Having been nominated and won multiple critics’ awards, including a win for Best Picture at the Golden Globes for musical/comedy, Beauty and the Beast was nominated for Best Picture at the Academy Awards. The animated musical from Walt Disney Pictures was standing alongside such heavy weight movies like The Silence of the Lambs, Bugsy, J.F.K, and The Prince of Tides.

Don Hahn who was the nominated producer for Beauty and the Beast was in the same group as Barbara Streisand, Warren Beatty, and Oliver Stone. I remember watching and seeing an animated version of Beast and Belle presenting an award at this Oscars. I didn’t get the value of this one Best Picture nomination, but it would have repercussions down the road.

Beauty and the Beast lost to The Silence of the Lambs, much like every other nominee who went up against The Silence of the Lambs that year. Beauty and the Beast was part of that 90’s re-emergence of Disney animated films that brought us The Little Mermaid, Aladdin, and The Lion King. Though they would never make it to the top of the Oscars, Beauty and the Beast did because it’s quality story with excellent characters allowed viewers to look past the fact that they were animated, and made you believe in them.

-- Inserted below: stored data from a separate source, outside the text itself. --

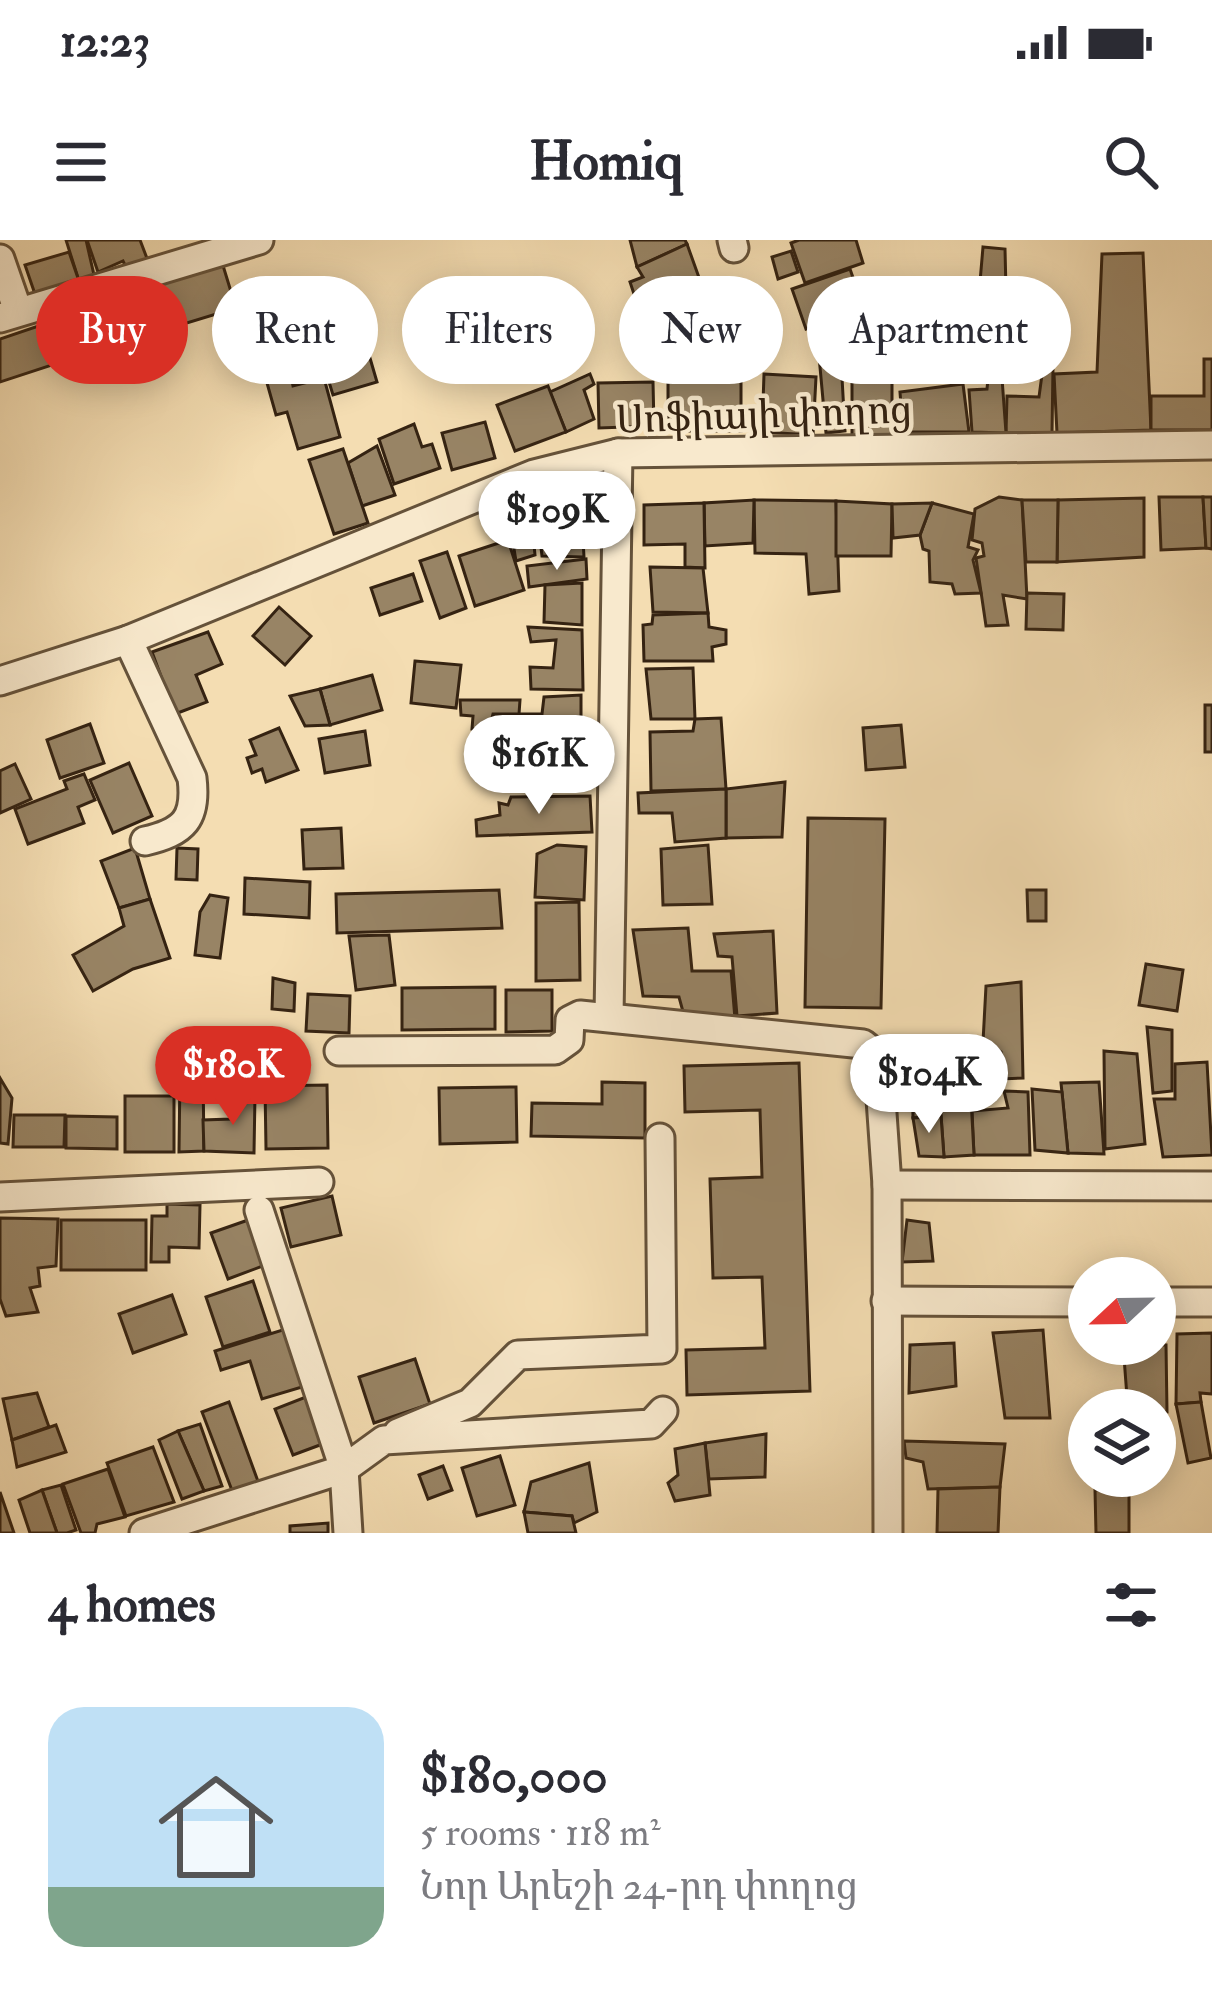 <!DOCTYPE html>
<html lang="en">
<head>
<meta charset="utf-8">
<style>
	body { margin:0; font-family:"IM FELL Double Pica","Noto Serif Armenian",serif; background:#f7f7f7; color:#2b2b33; height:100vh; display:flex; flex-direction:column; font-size:45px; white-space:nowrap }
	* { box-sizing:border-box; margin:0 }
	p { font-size:39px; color:#7c7c81 }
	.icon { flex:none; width:66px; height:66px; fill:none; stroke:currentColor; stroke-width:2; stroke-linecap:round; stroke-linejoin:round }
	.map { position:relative; height:1293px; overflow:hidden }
	.side { display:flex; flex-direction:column; background:#fff; flex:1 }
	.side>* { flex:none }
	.guide { position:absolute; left:36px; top:36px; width:1140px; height:108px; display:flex; gap:24px }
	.needle { width:78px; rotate:248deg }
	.buttons { position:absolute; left:1068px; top:1017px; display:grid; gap:24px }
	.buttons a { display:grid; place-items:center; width:108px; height:108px; border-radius:50%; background:#fff; box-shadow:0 6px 30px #0003; font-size:60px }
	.price { position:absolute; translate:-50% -102px; padding:0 27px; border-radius:42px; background:#fff; color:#222; font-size:39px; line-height:78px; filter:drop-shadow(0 3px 6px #0008) }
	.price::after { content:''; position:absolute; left:50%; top:72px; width:36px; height:27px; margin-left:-18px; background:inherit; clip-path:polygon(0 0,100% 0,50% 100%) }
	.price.selected { background:#d93025; color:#fff }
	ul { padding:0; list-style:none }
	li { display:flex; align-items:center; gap:36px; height:300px; padding:0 48px }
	li span { display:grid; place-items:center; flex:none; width:336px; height:240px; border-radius:36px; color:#555 }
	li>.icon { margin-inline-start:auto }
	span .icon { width:144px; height:144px; fill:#fffc; stroke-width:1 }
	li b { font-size:51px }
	h2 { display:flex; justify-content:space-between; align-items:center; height:144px; padding:0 48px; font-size:51px }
	.pill { padding:0 42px; border-radius:54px; background:#fff; box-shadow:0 6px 30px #0003; font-size:42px; line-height:108px }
	.pill.selected { background:#d93025; color:#fff }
	.status { display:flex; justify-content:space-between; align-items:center; height:84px; padding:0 60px; background:#fff; direction:ltr }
	.status svg { height:33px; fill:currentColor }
	header { display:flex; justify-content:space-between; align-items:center; height:156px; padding:0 48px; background:#fff; font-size:54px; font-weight:700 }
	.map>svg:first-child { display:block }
</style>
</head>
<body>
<div class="status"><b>12:23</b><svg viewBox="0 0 49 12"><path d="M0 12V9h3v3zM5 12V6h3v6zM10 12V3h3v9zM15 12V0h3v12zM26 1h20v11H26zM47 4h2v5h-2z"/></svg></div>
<header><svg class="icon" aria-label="menu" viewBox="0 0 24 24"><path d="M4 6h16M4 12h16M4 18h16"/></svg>Homiq<svg class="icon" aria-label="search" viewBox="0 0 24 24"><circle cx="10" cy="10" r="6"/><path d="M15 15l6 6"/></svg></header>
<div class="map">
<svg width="1212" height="1293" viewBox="0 0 1212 1293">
	<rect width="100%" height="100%" fill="#f4ddb2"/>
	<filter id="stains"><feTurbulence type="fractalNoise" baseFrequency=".00167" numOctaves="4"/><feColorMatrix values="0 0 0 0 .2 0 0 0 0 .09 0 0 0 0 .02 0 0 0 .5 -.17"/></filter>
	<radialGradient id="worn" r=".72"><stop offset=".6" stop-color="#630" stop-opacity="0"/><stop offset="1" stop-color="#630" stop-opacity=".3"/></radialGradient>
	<g fill="#988465" stroke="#352312" stroke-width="3">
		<path d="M66,0H86L94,35L79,41Z"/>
		<path d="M87,0H140L148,21L126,27L123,21L98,32Z"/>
		<path d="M630,0H685L687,4L637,27Z"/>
		<path d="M799,0H856L863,23L805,43L791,3Z"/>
		<path d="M687,4L702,46L660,63L654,54L635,57L630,42L643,37L637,27Z"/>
		<path d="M983,7L1005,9L1007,92L978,97L981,115L960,116L955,41L980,42Z"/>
		<path d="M791,11L798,32L778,39L772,17Z"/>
		<path d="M69,12L79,41L36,57L25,25Z"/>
		<path d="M1143,13L1151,190L1057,193L1054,134L1097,132L1102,14Z"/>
		<path d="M221,19L236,68L128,101L113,52Z"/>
		<path d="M850,29L864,69L806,89L792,49Z"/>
		<path d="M702,46L721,81L664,98L660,63Z"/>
		<path d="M112,61L125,101L0,142V99Z"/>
		<path d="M365,101L377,142L333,155L321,116Z"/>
		<path d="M819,116L841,120L845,191L826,193Z"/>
		<path d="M1204,119H1212V190H1151V156H1204Z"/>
		<path d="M1043,127H1053L1052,193H1006L1007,156L1039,157Z"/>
		<rect x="852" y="128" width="40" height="69"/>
		<path d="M590,134L594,144L584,150L594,179L566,192L550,152Z"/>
		<path d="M764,134L816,137L813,195L762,192Z"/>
		<path d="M291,136L293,146L324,138L340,197L298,209L287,172L276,175L267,143Z"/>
		<path d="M1002,138L1006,193L972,192L969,150L987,149L988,139Z"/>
		<path d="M668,140L741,141V191H668Z"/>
		<path d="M653,142L654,186L599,188L598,143Z"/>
		<path d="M963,144L969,192H903L900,152Z"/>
		<path d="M548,146L566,192L515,211L497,165Z"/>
		<path d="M485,182L495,218L452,230L442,193Z"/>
		<path d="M414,184L422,207L432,204L440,228L394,244L379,199Z"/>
		<path d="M377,206L395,255L362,266L348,223Z"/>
		<path d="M343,209L368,283L334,294L309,220Z"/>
		<path d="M999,257L1022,260L1027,359L1003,355L1008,385L986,386L976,318L984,316L982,303L972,300L975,269Z"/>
		<path d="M1159,257H1203L1206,308L1161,310Z"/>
		<path d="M1203,257H1212V309L1206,308Z"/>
		<path d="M1144,258V317L1057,322L1058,260Z"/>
		<path d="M754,260L836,261L839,351L809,354L806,314L755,313Z"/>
		<path d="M754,260L753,303L705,306L704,263Z"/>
		<path d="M1022,260H1058L1057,322H1026Z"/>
		<path d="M836,261L892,264L891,316H836Z"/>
		<path d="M581,263L584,317L542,316L536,265Z"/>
		<path d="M704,263L705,328L685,327V304L644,305V265Z"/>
		<path d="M932,263L974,274L968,307L978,310L973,320L981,353L955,354L952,344L930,342L929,311L923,309L920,295Z"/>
		<path d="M932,263L920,295L893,298L892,264Z"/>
		<path d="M531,274L535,315L516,321L509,279Z"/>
		<path d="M508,300L524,350L475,366L459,316Z"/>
		<path d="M447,312L466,368L440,378L420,321Z"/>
		<path d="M586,319L587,339L529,347L527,326Z"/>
		<path d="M650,327L703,328L708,373L653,372Z"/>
		<path d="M413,334L422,361L380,375L371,348Z"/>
		<path d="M582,343V385L544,382L545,345Z"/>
		<path d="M1027,353L1064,354L1063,390L1026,389Z"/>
		<path d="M279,367L311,396L285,425L253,396Z"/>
		<path d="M708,373L709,387L726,390V404L712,407L713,421H644L643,385L652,384L653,375Z"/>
		<path d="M528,387L582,390L583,450L531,449L530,427L553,428L556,400L531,402Z"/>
		<path d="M208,392L222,424L196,435L207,462L175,474L152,412Z"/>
		<path d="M415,421L461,425L456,468L411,463Z"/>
		<path d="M693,428L695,479H651L646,429Z"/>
		<path d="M372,435L382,470L330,485L320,449Z"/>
		<path d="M320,449L330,485L305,486L290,456Z"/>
		<path d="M581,455V499L492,498L493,474H542L544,457Z"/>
		<path d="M460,460H520L519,474H493L489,489H472L473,476L461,475Z"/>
		<rect x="1205" y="465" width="7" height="47"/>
		<path d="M721,478L726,549L651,551L650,492L693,491L695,479Z"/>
		<path d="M90,484L104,523L60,538L47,500Z"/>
		<path d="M901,485L905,527L866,530L863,488Z"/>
		<path d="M279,488L298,530L266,542L262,529L252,533L247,518L256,515L250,500Z"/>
		<path d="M365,491L370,525L325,533L319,499Z"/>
		<path d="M129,523L152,576L113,593L90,540Z"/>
		<path d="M15,524L31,559L0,573V531Z"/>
		<path d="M84,534L95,560L78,567L84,583L28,604L15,569L67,549L64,541Z"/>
		<path d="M785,542L782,597L726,598V549Z"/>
		<path d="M726,549V598L675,602L672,573H639L638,553Z"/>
		<path d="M590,556L592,592L477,596L476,580L500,575L499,563L508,565L511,557Z"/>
		<path d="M808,578L885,579L881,768L805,767Z"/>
		<path d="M341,588L343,628L304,629L302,590Z"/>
		<path d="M557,605L586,607L584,660L535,657L537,614Z"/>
		<path d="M708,605L712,664L663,665L661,609Z"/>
		<path d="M135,608L150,659L119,668L101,621Z"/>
		<path d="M177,608L198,609L197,640L176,639Z"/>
		<path d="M245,638L310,642L309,678L244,674Z"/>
		<path d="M499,650L502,688L337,693L336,654Z"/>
		<path d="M1027,650H1046V681H1028Z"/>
		<path d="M210,655L228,658L220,718L195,715L200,672Z"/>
		<path d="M150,659L170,718L133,729L93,751L73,715L124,686L119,668Z"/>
		<path d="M579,662L580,740L536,741V663Z"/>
		<path d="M688,688L692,731H731L735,779H685L679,757L643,756L633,690Z"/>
		<path d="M773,691L777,773L737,776L732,717L718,716L714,694Z"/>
		<path d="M389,695L395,745L356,750L349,696Z"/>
		<path d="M1146,724L1183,730L1177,771L1139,765Z"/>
		<path d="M273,738L295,743L294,771L272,769Z"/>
		<path d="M1021,742L1023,838L1001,839V812L983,802L986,746Z"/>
		<path d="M495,747V789L402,790V748Z"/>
		<path d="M506,750H552V791L506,792Z"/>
		<path d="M308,754L350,756L349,793L306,791Z"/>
		<path d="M1147,787L1172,790V851L1153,853Z"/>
		<path d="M939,808L948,860L940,861L941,876L913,878L912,809Z"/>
		<path d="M1104,811L1137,814L1145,904L1105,909Z"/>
		<path d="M1207,822L1212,915L1163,917L1154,859H1175V824Z"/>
		<path d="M799,823L810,1151L687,1155L686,1110L765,1108L762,1037L713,1038L710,939L762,937L760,870L685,872L684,826Z"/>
		<path d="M180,833H203L204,911L179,912Z"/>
		<path d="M0,838L12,858L8,904L0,903Z"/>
		<path d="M602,842L645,843V898L531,896L532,863L602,864Z"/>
		<path d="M1099,842L1104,914L1068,913L1061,843Z"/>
		<path d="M327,845L328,908L266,909L265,846Z"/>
		<path d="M516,847L517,902L440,904L439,848Z"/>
		<path d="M1032,849L1062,852L1068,913L1035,910Z"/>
		<path d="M1004,851L1028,852L1030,915H974L972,871L1008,868Z"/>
		<path d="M232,855H255L254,913L204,911L203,880L231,879Z"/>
		<rect x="125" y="856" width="49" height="56"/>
		<path d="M971,858L974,915L944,917L940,861Z"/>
		<path d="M14,875H65L64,907H13Z"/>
		<path d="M66,876L117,877V909L66,908Z"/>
		<path d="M941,876L944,917L919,916L913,878Z"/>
		<path d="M332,956L341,995L291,1007L281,968Z"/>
		<path d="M167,964L200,965L199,1008L169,1007V1022H151L152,976H167Z"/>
		<path d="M0,978L58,979L56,1026L38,1028L40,1046L30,1048L38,1072L6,1076L0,1059Z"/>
		<path d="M251,979L268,1024L228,1039L211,993Z"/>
		<rect x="61" y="980" width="85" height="50"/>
		<path d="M907,980L929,983L933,1021L902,1022Z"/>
		<path d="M253,1041L270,1092L223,1107L206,1057Z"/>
		<path d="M172,1055L186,1094L133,1113L119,1074Z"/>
		<path d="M289,1088L312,1144L262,1159L250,1121L221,1130L215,1111Z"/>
		<path d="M1043,1090L1050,1178H1005L993,1093Z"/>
		<path d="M1212,1093V1154L1200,1153L1201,1162L1176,1164L1177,1094Z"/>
		<path d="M954,1103L956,1146L909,1153L910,1105Z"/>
		<path d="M1123,1104L1166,1105L1167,1172L1128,1170Z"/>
		<path d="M415,1119L430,1164L374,1183L359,1137Z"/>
		<path d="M37,1153L49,1187L12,1200L3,1159Z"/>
		<path d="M311,1155L328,1202L293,1215L275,1169Z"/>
		<path d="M229,1162L259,1244L233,1253L202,1172Z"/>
		<path d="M1201,1162L1211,1218L1188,1223L1176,1164Z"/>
		<path d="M200,1184L222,1246L204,1251L178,1191Z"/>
		<path d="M56,1185L66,1212L17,1227L12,1200Z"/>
		<path d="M178,1191L204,1251L182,1259L159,1200Z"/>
		<path d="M766,1194L765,1237L709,1239L705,1203Z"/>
		<path d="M904,1201L1005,1204L1000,1247L928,1249L923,1222L906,1218Z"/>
		<path d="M705,1203L710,1255L675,1261L668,1243L678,1235L675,1209Z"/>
		<path d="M153,1207L174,1262L126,1276L107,1223Z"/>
		<path d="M500,1216L515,1265L477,1276L462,1228Z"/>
		<path d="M589,1223L597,1272L574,1283L572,1276L524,1272L531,1242Z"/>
		<path d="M443,1226L452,1250L428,1259L419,1235Z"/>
		<path d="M108,1229L125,1277L97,1284L95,1293H81L63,1244Z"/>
		<path d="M61,1245L76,1290L67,1293H57L42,1250Z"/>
		<path d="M1000,1247L998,1293H937L938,1249Z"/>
		<path d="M1129,1249V1293H1096L1095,1250Z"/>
		<path d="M42,1250L57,1293H30L19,1260Z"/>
		<path d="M0,1252L14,1293H0Z"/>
		<path d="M524,1272L572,1276L576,1293H528Z"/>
		<path d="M328,1283V1293H290V1286Z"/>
	</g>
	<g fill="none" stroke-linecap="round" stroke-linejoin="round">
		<defs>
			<g id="minor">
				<path d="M732,0L734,8"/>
				<path d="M0,19L18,71"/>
				<path d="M0,78L259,0"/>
				<path d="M128,400L192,538C197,579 184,592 145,601"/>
				<path d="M0,441L128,400L534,234L618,213L1212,205"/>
				<path d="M609,777L618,213"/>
				<path d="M339,811L555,810L569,800L570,780L580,775L863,804L878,816L887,945L888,1293"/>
				<path d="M887,945L1212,946"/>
				<path d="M0,957L319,942"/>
				<path d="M259,970L344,1229L348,1293"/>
				<path d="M886,1061L1089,1062"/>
				<path d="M1155,1062H1212"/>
				<path d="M398,1193L470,1163L518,1115L662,1109L660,898"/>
				<path d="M144,1293L344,1229L384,1200L651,1184L663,1171"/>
			</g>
		</defs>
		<use href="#minor" stroke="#65523a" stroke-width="33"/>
		<use href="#minor" stroke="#f8e9cd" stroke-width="27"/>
	</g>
	<g text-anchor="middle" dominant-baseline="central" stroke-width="9" stroke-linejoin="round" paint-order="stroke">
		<g font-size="39" fill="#352312" stroke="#f8e9cd">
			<text transform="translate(764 175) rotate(-2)">Սոֆիայի փողոց</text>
		</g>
	</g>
	<rect width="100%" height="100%" filter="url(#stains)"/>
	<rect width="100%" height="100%" fill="url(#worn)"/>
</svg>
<div class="buttons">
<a><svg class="needle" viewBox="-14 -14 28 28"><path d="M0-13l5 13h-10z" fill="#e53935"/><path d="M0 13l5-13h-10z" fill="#7c7c81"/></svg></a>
<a><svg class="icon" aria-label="layers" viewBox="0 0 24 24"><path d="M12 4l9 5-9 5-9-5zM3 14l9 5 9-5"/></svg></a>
</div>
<b class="price" style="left:557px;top:333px">$109K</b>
<b class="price" style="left:539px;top:577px">$161K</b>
<b class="price selected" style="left:233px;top:888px">$180K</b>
<b class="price" style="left:929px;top:896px">$104K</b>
<div class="guide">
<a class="pill selected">Buy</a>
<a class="pill">Rent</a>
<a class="pill">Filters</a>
<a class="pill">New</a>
<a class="pill">Apartment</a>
</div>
</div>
<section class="side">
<h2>4 homes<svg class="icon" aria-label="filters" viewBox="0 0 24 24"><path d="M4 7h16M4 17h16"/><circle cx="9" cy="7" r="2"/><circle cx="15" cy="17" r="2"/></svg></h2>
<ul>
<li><span style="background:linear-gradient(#bfe0f5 75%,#7fa58c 0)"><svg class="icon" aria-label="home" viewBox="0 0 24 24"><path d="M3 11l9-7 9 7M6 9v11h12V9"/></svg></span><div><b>$180,000</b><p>5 rooms · 118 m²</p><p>Նոր Արեշի 24-րդ փողոց</p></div></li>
</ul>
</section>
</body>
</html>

It would take a decade before a separate category for animated features was created. The first winner was Shrek, another movie that had a quality story with strong intelligent characters that are misunderstood, much like Beauty and the Beast.

Beauty and the Beast broke the mold of what was acceptable in Hollywood at awards time. Its Best Picture nomination was a sign of what would come, and by the new millennium, animated films would no longer be thought of just as kid movies. A well written intelligent movie with talented actors could also be animated.

In 2009 and 2010, Best Animated Oscar winners Up and Toy Story 3 were also nominated for Best Picture, thanks in large part to the Academy Awards expanding the Best Picture nominee list from five to ten movies. Each of these movies could have easily won the Best Picture award, but their nomination was not as momentous as Beauty and the Beast. By 2009, animated movies were being lauded with praise and big name stars like Tom Hanks were contributing their voices to these movies.

Beauty and the Beast was one of five nominees in 1992 and they did not have any major star voices to market the movie on. Beauty and the Beast had to rely on its narrative and visuals, and it succeeded beyond anyone’s expectations.